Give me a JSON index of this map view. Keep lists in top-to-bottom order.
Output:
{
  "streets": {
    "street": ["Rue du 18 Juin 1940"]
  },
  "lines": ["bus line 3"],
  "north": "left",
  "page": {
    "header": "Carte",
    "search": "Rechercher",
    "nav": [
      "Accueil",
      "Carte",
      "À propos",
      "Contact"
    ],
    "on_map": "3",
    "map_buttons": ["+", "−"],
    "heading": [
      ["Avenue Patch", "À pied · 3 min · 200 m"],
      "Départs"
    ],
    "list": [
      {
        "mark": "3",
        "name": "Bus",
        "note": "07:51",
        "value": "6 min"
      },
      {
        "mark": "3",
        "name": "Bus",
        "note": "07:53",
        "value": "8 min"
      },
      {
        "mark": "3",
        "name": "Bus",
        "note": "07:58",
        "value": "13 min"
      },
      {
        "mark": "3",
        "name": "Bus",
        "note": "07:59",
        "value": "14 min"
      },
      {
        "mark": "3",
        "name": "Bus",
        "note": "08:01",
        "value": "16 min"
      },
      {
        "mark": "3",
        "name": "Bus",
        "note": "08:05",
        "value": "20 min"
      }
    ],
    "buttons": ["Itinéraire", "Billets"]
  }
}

------------------------

» **What you should do**:
Reproduce the full listing above, keeping every line intact.

» **Reply to the exercise**:
Give me a JSON index of this map view. Keep lists in top-to-bottom order.
Output:
{
  "streets": {
    "street": ["Rue du 18 Juin 1940"]
  },
  "lines": ["bus line 3"],
  "north": "left",
  "page": {
    "header": "Carte",
    "search": "Rechercher",
    "nav": [
      "Accueil",
      "Carte",
      "À propos",
      "Contact"
    ],
    "on_map": "3",
    "map_buttons": ["+", "−"],
    "heading": [
      ["Avenue Patch", "À pied · 3 min · 200 m"],
      "Départs"
    ],
    "list": [
      {
        "mark": "3",
        "name": "Bus",
        "note": "07:51",
        "value": "6 min"
      },
      {
        "mark": "3",
        "name": "Bus",
        "note": "07:53",
        "value": "8 min"
      },
      {
        "mark": "3",
        "name": "Bus",
        "note": "07:58",
        "value": "13 min"
      },
      {
        "mark": "3",
        "name": "Bus",
        "note": "07:59",
        "value": "14 min"
      },
      {
        "mark": "3",
        "name": "Bus",
        "note": "08:01",
        "value": "16 min"
      },
      {
        "mark": "3",
        "name": "Bus",
        "note": "08:05",
        "value": "20 min"
      }
    ],
    "buttons": ["Itinéraire", "Billets"]
  }
}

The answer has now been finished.